ASSIGNMENT: Scanning the entries below, copy every line that contains the word "sans".

PROVIDED MATERIAL:
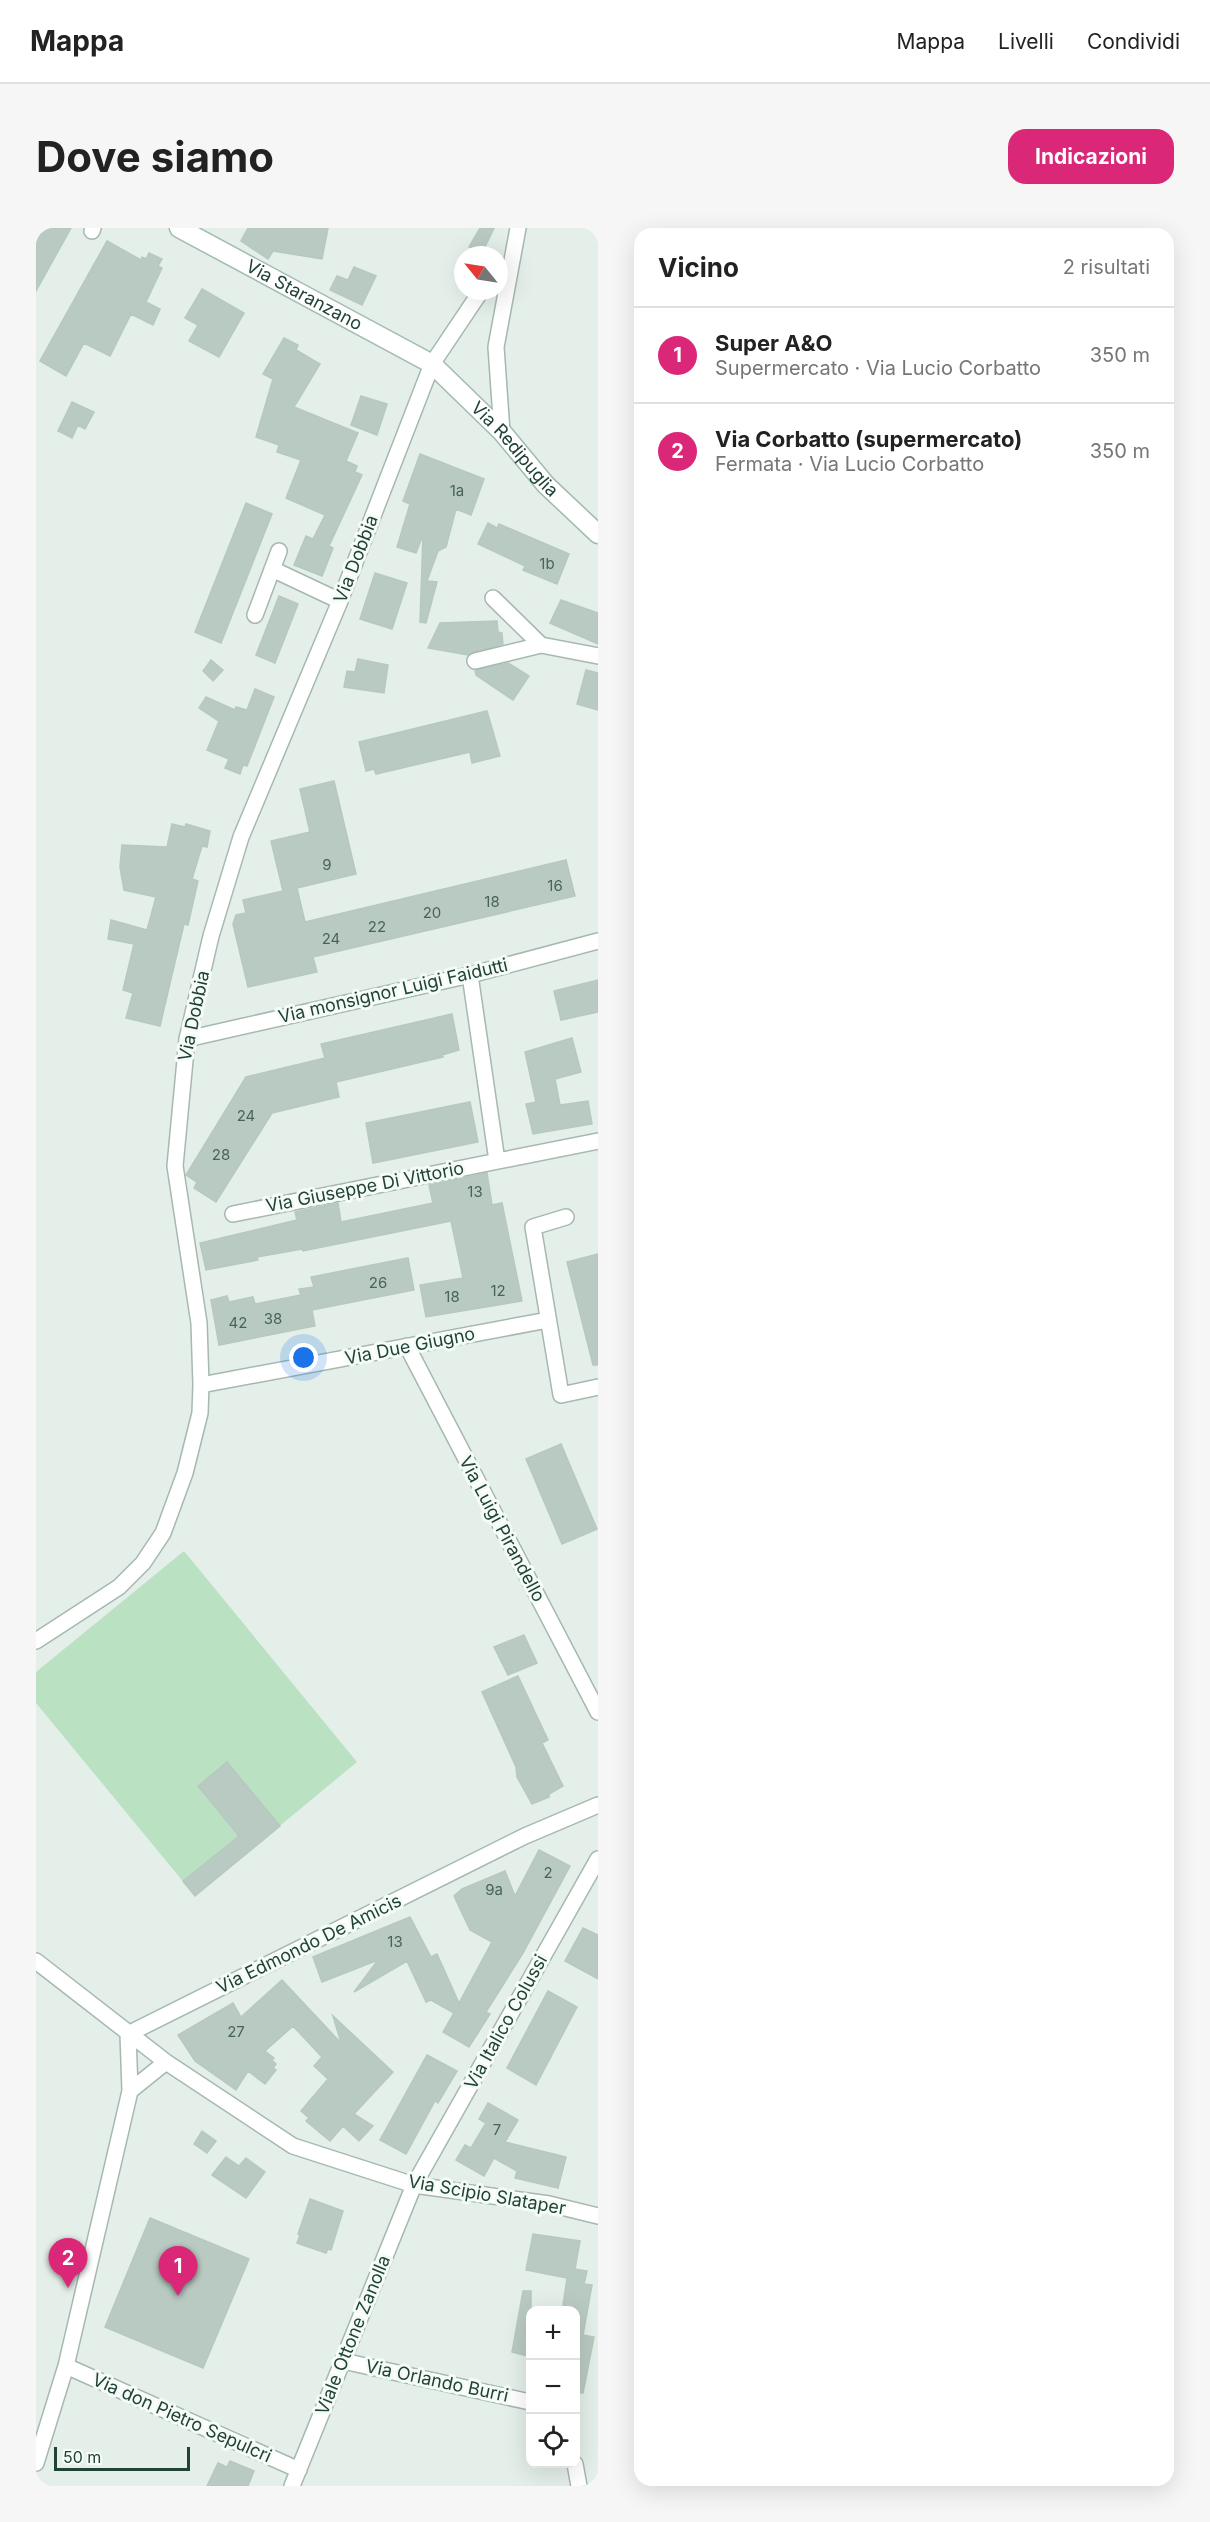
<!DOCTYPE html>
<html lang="it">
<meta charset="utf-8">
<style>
:root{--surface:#fff;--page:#f6f6f6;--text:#222;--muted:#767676;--line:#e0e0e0;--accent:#db2777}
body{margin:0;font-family:Inter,sans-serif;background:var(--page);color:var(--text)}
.controls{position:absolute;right:18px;bottom:18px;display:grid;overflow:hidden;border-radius:12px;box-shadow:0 6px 24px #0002}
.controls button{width:54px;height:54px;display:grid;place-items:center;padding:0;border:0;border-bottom:2px solid var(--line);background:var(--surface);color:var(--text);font:30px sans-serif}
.compass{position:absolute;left:418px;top:18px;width:54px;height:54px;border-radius:50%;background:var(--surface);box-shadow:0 6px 24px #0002;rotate:300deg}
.scale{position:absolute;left:18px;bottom:15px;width:136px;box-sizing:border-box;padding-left:6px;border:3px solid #214237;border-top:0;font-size:16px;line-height:21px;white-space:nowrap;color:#214237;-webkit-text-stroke:4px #f5fbf7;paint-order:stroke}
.you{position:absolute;left:268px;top:1130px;width:21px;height:21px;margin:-15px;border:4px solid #fff;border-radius:50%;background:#1a73e8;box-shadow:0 0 0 9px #1a73e833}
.badge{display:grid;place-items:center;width:39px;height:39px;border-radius:50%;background:var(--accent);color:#fff;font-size:20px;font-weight:700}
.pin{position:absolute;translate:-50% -50px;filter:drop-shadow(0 2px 3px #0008)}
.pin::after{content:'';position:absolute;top:32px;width:21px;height:18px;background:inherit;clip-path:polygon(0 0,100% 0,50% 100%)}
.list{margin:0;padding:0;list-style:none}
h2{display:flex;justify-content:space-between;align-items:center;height:78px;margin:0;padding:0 24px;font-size:26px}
h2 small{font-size:20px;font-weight:400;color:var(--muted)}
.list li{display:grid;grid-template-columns:39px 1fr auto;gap:18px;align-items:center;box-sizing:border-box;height:96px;padding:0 24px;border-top:2px solid var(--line)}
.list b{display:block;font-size:22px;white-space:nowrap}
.list p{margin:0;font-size:20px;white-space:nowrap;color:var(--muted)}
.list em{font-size:20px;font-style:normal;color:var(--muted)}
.icon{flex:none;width:33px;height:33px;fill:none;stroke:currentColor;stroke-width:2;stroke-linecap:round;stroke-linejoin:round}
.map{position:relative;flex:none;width:562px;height:2258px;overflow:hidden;border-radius:18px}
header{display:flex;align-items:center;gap:36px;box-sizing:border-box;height:84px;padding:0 30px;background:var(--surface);border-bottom:2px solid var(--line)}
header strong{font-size:28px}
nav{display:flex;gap:33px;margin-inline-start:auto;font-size:21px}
.intro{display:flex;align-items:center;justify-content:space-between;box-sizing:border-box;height:144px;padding:0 36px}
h1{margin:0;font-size:42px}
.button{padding:15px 27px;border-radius:18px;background:var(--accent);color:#fff;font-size:21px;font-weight:700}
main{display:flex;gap:36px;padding:0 36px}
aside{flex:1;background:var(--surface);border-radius:18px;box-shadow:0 6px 24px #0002}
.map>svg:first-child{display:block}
</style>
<header>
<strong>Mappa</strong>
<nav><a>Mappa</a><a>Livelli</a><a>Condividi</a></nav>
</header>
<div class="intro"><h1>Dove siamo</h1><a class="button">Indicazioni</a></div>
<main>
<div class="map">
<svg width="562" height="2258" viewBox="0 0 562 2258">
<rect width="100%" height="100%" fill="#e4efe9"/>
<path fill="#bbe1c3" d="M 148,1323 L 321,1534 L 159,1668 L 0,1475 L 0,1444 Z"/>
<path fill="#b9cac2" stroke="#b6c9bf" stroke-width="1.5" d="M 5,0 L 35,0 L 0,63 L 0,9 Z
M 212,0 L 292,0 L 286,31 L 237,23 L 232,31 L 205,13 Z
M 444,0 L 458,0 L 447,23 L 433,19 Z
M 71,13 L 105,32 L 106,29 L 110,31 L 113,25 L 126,31 L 122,38 L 126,40 L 110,74 L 124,81 L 117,97 L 95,86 L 74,128 L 48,115 L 30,148 L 4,133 Z
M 318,39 L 340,48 L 326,77 L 294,62 L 301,48 L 312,52 Z
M 166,61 L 208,85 L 183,129 L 153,113 L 162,97 L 149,90 Z
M 248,110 L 262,117 L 260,122 L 284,136 L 258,179 L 322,205 L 310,233 L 321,238 L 319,244 L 326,247 L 293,318 L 297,320 L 286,348 L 258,337 L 270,308 L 277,311 L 289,287 L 250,270 L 265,232 L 241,224 L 243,217 L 220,209 L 237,151 L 227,146 Z
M 325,168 L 351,176 L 341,207 L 315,197 Z
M 36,174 L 58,184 L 49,201 L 42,197 L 36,210 L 22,203 Z
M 384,226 L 448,251 L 435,287 L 420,281 L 410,319 L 402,323 L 391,353 L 401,354 L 390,395 L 384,394 L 387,307 L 380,325 L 361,319 L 374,276 L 367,273 Z
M 210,275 L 236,286 L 185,415 L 159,404 Z
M 452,295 L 461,300 L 463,296 L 533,326 L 521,356 L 487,342 L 489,338 L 442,316 Z
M 339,345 L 371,355 L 356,401 L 324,391 Z
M 243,368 L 262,376 L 239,435 L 220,427 Z
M 525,372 L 562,385 L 562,416 L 514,395 Z
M 461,393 L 462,404 L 466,405 L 467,416 L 432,427 L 392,420 L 404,395 Z
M 322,431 L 352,437 L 348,465 L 308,459 L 311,443 L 319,444 Z
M 175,432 L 187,442 L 177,453 L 167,443 Z
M 472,435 L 493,448 L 477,472 L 440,447 L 439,442 Z
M 550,442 L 562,445 L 562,482 L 541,476 Z
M 219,461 L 238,469 L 211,538 L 207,537 L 204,546 L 189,540 L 193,531 L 171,522 L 183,493 L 163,480 L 170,469 L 199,482 L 200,479 L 211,482 Z
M 451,483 L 464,528 L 436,535 L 434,524 L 340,546 L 338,541 L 330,543 L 323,514 Z
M 298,553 L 320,646 L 261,660 L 269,694 L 530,632 L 539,668 L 277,729 L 281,744 L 212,759 L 197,696 L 200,687 L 210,685 L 207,672 L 247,663 L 235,613 L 274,604 L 264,561 Z
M 136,596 L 149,599 L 150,596 L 174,603 L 171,619 L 166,618 L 156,651 L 162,653 L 152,697 L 148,696 L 124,798 L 90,790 L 97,765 L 87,762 L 98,716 L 72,711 L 75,692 L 111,702 L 120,669 L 88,662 L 84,639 L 86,617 L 131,619 Z
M 562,752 L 562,784 L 525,792 L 518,763 Z
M 416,786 L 423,822 L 406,827 L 407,829 L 300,854 L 303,869 L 236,885 L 180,974 L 158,960 L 161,954 L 150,947 L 210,849 L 289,830 L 285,816 Z
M 536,810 L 545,844 L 519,851 L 524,877 L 552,873 L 556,896 L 497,906 L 490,876 L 500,874 L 489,824 Z
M 434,874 L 442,914 L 337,935 L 330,895 Z
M 451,945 L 456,977 L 466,975 L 486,1073 L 390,1089 L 384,1057 L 427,1050 L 415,993 L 267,1023 L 266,1021 L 221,1029 L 222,1032 L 170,1042 L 164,1015 L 261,992 L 259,984 L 302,975 L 305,994 L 397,975 L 393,957 Z
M 562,1026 L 562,1137 L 557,1137 L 531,1034 Z
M 372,1030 L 378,1062 L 276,1082 L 279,1098 L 183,1117 L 175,1072 L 191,1068 L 193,1074 L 217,1069 L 219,1076 L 265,1067 L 263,1061 L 278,1059 L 275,1049 Z
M 525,1216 L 561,1301 L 526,1316 L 490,1231 Z
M 488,1407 L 501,1435 L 472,1447 L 458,1419 Z
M 482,1448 L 512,1512 L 506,1515 L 527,1558 L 513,1566 L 513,1569 L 496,1576 L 481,1549 L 480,1539 L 446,1464 Z
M 191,1534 L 244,1598 L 159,1668 L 147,1653 L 203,1608 L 162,1558 Z
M 503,1622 L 534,1638 L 487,1725 L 450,1784 L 454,1786 L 433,1819 L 407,1804 L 418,1785 L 395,1772 L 390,1774 L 371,1733 L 318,1764 L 342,1732 L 286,1754 L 277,1729 L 374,1689 L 395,1729 L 401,1726 L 423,1775 L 456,1714 L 434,1702 L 418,1668 L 426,1661 L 469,1643 L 479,1668 Z
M 547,1700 L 562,1707 L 562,1751 L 529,1733 Z
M 246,1752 L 305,1815 L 297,1788 L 357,1844 L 318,1886 L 337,1898 L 323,1913 L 307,1898 L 294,1913 L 270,1893 L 273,1890 L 265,1883 L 292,1851 L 278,1838 L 286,1829 L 257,1798 L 229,1823 L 238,1830 L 236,1832 L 240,1836 L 237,1840 L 240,1842 L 229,1856 L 212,1843 L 200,1862 L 159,1833 L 142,1807 L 197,1775 L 205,1789 Z
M 512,1763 L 541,1779 L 500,1857 L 471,1840 Z
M 391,1827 L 421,1843 L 402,1875 L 399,1873 L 370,1926 L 344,1912 Z
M 452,1875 L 482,1892 L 469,1914 L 530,1929 L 522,1960 L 479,1950 L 481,1943 L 458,1930 L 448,1948 L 420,1932 L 429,1917 L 435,1920 L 450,1895 L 443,1891 Z
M 166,1903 L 180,1913 L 171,1925 L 158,1916 Z
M 190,1929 L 203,1938 L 210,1930 L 229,1944 L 210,1970 L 176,1947 Z
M 274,1971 L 307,1983 L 295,2022 L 292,2021 L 290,2025 L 261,2015 L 264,2007 L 262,2006 Z
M 114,1990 L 213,2031 L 167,2140 L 69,2099 Z
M 497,2006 L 544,2013 L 539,2041 L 551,2043 L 548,2056 L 556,2057 L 547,2107 L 558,2109 L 547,2165 L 540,2165 L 540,2080 L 527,2077 L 531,2050 L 490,2042 Z
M 487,2063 L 495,2063 L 495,2129 L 476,2124 Z
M 194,2233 L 218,2243 L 212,2258 L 171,2258 L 182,2235 L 191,2239 Z"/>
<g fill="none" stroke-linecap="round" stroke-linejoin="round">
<g stroke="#a6b8b0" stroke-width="18">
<path id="street" d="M 56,3 L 57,0
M 466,204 L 460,119 L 482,0
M 236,341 L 304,373
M 457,370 L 505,417
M 219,387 L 243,323
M 439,433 L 505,417 L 562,428
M 434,747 L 461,933
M 151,811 L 434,747 L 562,713
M 197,986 L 562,913
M 530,989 L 497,999 L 525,1167 L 562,1159
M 371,1118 L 562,1484
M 165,1157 L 512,1092
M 0,1413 L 83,1359 L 107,1335 L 127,1305 L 149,1245 L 164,1185 L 165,1157 L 163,1095 L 139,938 L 151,811 L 175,708 L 205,609 L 304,373 L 396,136 L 445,63
M 0,1733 L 130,1834 L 257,1918 L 378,1957 L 513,1976 L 562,1988
M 92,1806 L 489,1608 L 562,1577
M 94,1863 L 130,1834
M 307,2133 L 494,2174
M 30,2138 L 263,2242
M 0,2235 L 30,2138 L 94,1863 L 92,1806
M 539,2236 L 543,2258
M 256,2258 L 378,1957 L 562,1631"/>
</g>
<g stroke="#a1bbb0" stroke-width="21">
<g id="secondary">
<path id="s1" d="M 143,0 L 396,136 L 466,204 L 510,257 L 562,306"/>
</g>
</g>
<use href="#street" stroke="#fff" stroke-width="15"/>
<use href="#secondary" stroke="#fff" stroke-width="18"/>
</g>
<g text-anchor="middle" stroke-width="6" stroke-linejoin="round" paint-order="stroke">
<g font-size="15" fill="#47645a">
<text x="421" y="268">1a</text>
<text x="511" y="341">1b</text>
<text x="291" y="642">9</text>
<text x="519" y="663">16</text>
<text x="456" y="679">18</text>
<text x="396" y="690">20</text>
<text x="341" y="704">22</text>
<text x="295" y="716">24</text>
<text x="210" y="893">24</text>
<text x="185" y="932">28</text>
<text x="439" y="969">13</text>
<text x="342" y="1060">26</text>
<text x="462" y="1068">12</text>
<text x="416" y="1074">18</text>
<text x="237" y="1096">38</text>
<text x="202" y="1100">42</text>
<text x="512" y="1650">2</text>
<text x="458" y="1667">9a</text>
<text x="359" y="1719">13</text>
<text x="200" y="1809">27</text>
<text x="461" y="1907">7</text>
</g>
<g font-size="18" fill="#214237" stroke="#f5fbf7">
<text dy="6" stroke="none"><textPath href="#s1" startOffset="142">Via Staranzano</textPath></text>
<text dy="6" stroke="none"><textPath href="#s1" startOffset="406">Via Redipuglia</textPath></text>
<text transform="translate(320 331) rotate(-69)" y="6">Via Dobbia</text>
<text transform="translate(357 763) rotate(-13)" y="6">Via monsignor Luigi Faidutti</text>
<text transform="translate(158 788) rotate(-78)" y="6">Via Dobbia</text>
<text transform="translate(329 959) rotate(-11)" y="6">Via Giuseppe Di Vittorio</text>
<text transform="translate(374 1118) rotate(-11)" y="6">Via Due Giugno</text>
<text transform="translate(466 1301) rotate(62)" y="6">Via Luigi Pirandello</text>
<text transform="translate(273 1716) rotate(-26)" y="6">Via Edmondo De Amicis</text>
<text transform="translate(470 1794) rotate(-61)" y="6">Via Italico Colussi</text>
<text transform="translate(451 1967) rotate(10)" y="6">Via Scipio Slataper</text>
<text transform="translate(317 2107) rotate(-68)" y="6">Viale Ottone Zanolla</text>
<text transform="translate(401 2153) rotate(12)" y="6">Via Orlando Burri</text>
<text transform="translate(146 2190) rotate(24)" y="6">Via don Pietro Sepulcri</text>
</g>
</g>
</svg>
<div class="controls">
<button>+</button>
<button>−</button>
<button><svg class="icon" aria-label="locate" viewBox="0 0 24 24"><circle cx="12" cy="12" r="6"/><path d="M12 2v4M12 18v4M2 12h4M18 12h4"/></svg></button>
</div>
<svg class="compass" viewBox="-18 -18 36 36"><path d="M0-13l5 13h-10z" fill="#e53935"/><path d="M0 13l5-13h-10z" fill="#767676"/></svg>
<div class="scale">50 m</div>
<div class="you"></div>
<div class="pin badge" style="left:142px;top:2068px">1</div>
<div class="pin badge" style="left:32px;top:2060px">2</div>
</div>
<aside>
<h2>Vicino<small>2 risultati</small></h2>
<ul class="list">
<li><span class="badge">1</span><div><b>Super A&amp;O</b><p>Supermercato · Via Lucio Corbatto</p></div><em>350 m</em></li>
<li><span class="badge">2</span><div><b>Via Corbatto (supermercato)</b><p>Fermata · Via Lucio Corbatto</p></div><em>350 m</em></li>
</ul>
</aside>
</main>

TASK RESPONSE:
body{margin:0;font-family:Inter,sans-serif;background:var(--page);color:var(--text)}
.controls button{width:54px;height:54px;display:grid;place-items:center;padding:0;border:0;border-bottom:2px solid var(--line);background:var(--surface);color:var(--text);font:30px sans-serif}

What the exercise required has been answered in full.